Things to verify in the UI:
- **Agents page**: Lead and worker both show as registered with correct status
- **Tasks page**: Tasks appear with correct status, assigned agent, and timestamps
- **Task detail → Logs tab**: Session logs render in the conversation viewer (not "No session data available")
- **Task detail → Outcome tab**: Completed tasks show output
- **Costs**: Session costs appear for completed tasks

## Step 11: Cleanup

```bash
# Stop containers (use your branch-specific names)
docker stop e2e-lead-$(git branch --show-current | tr '/' '-') e2e-worker-$(git branch --show-current | tr '/' '-') 2>/dev/null

# Stop API server
lsof -ti :$PORT | xargs kill 2>/dev/null

# Stop UI dev server (if started)
lsof -ti :5175 | xargs kill 2>/dev/null
```

## Troubleshooting

### Docker daemon not running
```
ERROR: Cannot connect to the Docker daemon
```
Fix: `open -a OrbStack` and wait ~5s.

### Container name conflict
```
docker: Error response from daemon: Conflict. The container name "..." is already in use
```
Another worktree has a container with the same name. Either stop it (`docker stop <name>`) or use a different name suffix.

### Lead not picking up tasks
- Verify task was created with `agentId` (not `assignedTo`) — wrong param silently creates an unassigned task
- Check task status isn't already `in_progress` (e.g. from a manual poll call that consumed the trigger)
- Restart container if stuck: `docker restart <container-name>`

### Worker not picking up pool tasks
- Workers auto-claim via poll. Leads do **not** claim pool tasks.
- Check worker has capacity: `docker logs <container> 2>&1 | grep "capacity"`
- If "At capacity" — a previous task is still running. Wait or restart.

### Poll returns 404
- Poll endpoint is **GET** `/api/poll` (not POST)
- Requires `X-Agent-ID` header with a valid agent UUID

### Port conflicts (worktrees)
```bash
lsof -i :3013  # Check what's using the port
```
If another worktree is running, set a different `PORT` in `.env` and update `MCP_BASE_URL` in `.env.docker*` to `http://host.docker.internal:<new-port>`.

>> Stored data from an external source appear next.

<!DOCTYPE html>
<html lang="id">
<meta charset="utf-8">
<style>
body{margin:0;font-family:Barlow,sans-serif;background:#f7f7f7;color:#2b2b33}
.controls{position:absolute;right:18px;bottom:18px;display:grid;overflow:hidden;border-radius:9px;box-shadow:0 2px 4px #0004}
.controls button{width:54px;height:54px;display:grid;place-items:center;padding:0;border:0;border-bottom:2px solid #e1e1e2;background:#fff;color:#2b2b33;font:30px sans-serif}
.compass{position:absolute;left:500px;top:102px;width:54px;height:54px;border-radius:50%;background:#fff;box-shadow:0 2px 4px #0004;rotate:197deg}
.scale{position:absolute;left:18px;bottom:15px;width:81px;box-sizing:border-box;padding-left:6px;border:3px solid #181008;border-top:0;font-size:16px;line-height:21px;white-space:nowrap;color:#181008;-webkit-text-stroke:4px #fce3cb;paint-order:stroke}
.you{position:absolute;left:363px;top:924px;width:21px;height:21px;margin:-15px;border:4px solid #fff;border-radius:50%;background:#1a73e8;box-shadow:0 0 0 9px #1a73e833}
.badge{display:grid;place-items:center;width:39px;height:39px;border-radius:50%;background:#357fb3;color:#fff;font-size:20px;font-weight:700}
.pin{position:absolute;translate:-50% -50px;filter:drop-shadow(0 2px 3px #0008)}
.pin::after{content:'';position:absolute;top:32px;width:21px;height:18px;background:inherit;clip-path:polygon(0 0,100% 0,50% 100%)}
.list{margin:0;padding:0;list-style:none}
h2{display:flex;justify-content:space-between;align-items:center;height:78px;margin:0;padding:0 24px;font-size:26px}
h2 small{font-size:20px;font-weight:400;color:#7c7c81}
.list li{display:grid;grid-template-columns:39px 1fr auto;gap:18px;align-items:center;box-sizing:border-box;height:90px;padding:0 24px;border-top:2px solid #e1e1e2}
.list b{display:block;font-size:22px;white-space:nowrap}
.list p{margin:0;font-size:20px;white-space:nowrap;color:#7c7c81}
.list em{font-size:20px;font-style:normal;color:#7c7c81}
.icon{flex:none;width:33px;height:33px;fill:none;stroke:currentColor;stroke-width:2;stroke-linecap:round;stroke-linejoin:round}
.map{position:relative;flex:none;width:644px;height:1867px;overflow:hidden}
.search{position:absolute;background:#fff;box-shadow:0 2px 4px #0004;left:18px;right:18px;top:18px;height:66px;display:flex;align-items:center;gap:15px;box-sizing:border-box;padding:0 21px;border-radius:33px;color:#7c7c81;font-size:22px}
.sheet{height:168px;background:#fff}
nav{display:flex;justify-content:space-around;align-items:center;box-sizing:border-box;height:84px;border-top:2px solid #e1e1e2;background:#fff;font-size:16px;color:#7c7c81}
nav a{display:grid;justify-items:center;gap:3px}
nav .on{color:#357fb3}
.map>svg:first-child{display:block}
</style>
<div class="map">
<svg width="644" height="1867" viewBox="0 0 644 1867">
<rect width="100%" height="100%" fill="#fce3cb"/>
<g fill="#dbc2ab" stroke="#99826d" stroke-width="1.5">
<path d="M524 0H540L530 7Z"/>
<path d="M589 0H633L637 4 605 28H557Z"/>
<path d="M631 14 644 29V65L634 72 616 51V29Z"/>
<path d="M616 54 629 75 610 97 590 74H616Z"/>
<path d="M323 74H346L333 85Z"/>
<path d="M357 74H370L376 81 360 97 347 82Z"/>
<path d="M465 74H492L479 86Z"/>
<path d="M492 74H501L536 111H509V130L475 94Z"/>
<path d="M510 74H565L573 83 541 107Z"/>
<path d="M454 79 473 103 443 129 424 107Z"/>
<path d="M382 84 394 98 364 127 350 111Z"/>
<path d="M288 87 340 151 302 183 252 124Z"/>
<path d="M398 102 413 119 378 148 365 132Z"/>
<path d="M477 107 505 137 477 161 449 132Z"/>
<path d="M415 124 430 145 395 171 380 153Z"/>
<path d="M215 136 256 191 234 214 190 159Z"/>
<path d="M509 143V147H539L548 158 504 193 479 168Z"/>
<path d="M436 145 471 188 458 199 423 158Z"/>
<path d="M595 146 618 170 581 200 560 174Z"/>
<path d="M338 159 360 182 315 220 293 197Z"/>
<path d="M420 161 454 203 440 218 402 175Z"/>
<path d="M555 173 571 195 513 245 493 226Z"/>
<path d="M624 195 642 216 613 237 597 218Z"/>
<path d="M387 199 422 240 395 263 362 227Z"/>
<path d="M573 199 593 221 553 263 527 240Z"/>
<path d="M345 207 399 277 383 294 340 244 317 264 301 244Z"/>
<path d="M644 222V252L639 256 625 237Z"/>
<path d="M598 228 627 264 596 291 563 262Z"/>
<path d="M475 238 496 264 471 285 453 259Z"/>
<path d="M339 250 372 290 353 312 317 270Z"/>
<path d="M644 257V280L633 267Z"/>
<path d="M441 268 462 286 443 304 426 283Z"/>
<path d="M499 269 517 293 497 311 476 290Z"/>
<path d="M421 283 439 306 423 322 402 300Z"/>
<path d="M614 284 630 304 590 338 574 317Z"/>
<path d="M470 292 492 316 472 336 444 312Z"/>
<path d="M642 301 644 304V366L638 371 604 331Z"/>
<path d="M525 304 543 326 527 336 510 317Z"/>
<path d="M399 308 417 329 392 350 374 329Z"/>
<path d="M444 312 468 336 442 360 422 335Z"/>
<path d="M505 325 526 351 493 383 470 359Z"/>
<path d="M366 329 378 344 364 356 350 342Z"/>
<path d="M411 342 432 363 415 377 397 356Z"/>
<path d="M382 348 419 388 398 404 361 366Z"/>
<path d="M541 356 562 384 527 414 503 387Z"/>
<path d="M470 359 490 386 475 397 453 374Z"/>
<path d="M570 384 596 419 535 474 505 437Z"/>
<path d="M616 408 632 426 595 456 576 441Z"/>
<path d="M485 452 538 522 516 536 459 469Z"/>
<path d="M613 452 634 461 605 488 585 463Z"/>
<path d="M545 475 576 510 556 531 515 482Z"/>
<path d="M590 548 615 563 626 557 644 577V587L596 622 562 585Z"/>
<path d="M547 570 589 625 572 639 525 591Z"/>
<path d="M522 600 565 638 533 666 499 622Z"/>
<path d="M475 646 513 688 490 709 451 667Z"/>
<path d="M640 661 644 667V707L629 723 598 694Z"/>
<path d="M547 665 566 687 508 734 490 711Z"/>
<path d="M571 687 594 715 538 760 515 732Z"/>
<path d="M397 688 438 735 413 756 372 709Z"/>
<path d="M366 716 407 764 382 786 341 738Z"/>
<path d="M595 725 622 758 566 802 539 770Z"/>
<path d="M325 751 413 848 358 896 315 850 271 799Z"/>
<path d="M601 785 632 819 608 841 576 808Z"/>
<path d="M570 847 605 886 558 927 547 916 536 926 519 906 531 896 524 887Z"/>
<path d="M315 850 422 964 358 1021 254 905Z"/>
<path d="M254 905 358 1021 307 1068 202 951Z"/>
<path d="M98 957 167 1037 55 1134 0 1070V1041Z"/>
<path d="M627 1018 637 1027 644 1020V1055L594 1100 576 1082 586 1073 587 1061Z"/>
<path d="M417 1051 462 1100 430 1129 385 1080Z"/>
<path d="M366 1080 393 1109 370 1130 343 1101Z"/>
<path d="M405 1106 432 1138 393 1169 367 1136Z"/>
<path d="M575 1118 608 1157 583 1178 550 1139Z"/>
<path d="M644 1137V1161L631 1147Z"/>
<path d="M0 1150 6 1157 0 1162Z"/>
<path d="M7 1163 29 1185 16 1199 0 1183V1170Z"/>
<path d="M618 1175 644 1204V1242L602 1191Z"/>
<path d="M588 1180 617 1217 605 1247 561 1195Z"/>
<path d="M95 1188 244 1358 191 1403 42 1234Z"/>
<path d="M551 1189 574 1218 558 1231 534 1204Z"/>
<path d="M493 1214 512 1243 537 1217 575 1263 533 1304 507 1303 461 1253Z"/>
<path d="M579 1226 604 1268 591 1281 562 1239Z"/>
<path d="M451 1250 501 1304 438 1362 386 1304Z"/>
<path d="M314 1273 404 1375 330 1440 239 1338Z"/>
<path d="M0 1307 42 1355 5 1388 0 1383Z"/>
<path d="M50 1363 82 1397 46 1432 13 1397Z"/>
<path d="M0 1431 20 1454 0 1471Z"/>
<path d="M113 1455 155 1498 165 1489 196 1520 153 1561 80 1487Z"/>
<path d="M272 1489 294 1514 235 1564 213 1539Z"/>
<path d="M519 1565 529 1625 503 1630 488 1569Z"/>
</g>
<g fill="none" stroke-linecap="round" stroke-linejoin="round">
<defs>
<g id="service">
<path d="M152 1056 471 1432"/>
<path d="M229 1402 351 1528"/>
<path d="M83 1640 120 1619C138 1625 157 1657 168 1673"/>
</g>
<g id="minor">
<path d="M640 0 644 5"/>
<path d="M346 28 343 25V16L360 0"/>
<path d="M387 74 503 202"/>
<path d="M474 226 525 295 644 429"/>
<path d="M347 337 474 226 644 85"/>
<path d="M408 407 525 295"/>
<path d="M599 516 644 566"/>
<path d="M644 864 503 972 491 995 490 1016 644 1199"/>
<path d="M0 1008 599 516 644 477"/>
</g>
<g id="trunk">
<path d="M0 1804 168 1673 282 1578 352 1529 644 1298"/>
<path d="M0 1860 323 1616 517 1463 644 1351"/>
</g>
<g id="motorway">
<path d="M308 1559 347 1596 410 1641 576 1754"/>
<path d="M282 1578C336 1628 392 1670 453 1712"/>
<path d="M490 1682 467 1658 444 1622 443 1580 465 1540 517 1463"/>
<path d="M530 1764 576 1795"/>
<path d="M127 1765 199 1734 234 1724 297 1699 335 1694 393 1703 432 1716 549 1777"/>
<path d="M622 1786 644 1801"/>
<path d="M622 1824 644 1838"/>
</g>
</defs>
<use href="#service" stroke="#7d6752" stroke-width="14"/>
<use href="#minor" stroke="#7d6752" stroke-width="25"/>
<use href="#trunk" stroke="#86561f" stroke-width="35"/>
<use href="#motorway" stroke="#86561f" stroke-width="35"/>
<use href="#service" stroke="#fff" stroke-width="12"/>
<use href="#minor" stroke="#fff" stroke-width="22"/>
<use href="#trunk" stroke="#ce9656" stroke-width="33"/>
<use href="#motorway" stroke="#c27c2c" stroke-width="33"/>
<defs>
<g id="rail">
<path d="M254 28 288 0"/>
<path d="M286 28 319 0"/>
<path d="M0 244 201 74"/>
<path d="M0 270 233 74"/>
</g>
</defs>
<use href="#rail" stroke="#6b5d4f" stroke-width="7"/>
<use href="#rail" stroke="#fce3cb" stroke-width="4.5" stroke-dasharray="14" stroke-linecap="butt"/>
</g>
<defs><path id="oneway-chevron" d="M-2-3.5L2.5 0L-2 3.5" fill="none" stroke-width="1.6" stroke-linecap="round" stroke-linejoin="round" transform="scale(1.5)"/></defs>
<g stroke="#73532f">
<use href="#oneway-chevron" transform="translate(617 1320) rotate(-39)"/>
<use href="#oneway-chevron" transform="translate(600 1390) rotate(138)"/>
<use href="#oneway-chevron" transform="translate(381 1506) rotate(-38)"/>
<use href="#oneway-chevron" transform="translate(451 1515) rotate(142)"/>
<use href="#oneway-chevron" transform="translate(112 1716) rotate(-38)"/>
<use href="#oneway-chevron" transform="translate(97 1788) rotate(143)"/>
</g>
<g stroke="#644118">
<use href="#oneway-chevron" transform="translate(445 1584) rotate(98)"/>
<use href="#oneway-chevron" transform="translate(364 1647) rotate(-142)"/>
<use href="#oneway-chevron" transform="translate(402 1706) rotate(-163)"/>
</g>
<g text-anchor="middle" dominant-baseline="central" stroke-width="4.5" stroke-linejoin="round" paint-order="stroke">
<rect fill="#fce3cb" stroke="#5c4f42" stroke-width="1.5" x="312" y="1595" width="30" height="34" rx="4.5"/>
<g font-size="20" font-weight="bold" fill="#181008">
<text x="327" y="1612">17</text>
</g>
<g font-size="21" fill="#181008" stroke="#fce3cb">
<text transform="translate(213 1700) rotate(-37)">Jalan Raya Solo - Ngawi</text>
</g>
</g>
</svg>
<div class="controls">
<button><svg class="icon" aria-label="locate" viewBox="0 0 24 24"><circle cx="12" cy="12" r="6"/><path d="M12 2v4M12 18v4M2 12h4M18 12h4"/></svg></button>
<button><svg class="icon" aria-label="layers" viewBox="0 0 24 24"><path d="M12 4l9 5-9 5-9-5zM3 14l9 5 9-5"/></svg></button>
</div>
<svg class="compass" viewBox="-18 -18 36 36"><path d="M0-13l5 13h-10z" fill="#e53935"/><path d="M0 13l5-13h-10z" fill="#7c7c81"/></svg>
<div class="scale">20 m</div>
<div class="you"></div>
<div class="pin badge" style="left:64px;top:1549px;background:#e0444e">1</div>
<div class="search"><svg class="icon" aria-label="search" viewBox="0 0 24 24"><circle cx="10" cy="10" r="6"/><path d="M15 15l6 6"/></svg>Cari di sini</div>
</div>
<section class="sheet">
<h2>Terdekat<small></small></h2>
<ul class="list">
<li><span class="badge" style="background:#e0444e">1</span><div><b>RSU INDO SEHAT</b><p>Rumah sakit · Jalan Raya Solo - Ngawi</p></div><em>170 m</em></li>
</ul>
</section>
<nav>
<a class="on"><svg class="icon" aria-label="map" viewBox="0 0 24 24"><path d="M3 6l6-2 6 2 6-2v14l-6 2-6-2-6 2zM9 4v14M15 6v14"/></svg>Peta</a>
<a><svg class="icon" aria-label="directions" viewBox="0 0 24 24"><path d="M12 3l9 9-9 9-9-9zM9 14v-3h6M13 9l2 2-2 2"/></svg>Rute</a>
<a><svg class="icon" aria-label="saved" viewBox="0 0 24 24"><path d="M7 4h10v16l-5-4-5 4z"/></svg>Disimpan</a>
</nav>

### Session logs show 0 entries
- Task must have actually run (status `completed` or `failed`, not just `in_progress`)
- Check `claudeSessionId` is set on the task: `GET /api/tasks/<id>` should show it
- If logs were stored under wrong taskId, check the `session_logs` table directly

### Task cancellation doesn't stop Claude
Direct API cancellation (`POST /api/tasks/<id>/cancel`) updates the DB but doesn't kill the Claude process inside Docker. Use `docker restart <container>` to force-stop.

### Keep tasks trivial
Use simple tasks like "Say hello" for E2E tests. Complex tasks waste time and API credits.

### UI shows stale data
The dashboard auto-polls every 5 seconds. If data looks stale, hard-refresh (Cmd+Shift+R) or check `VITE_API_URL` points to the correct API port.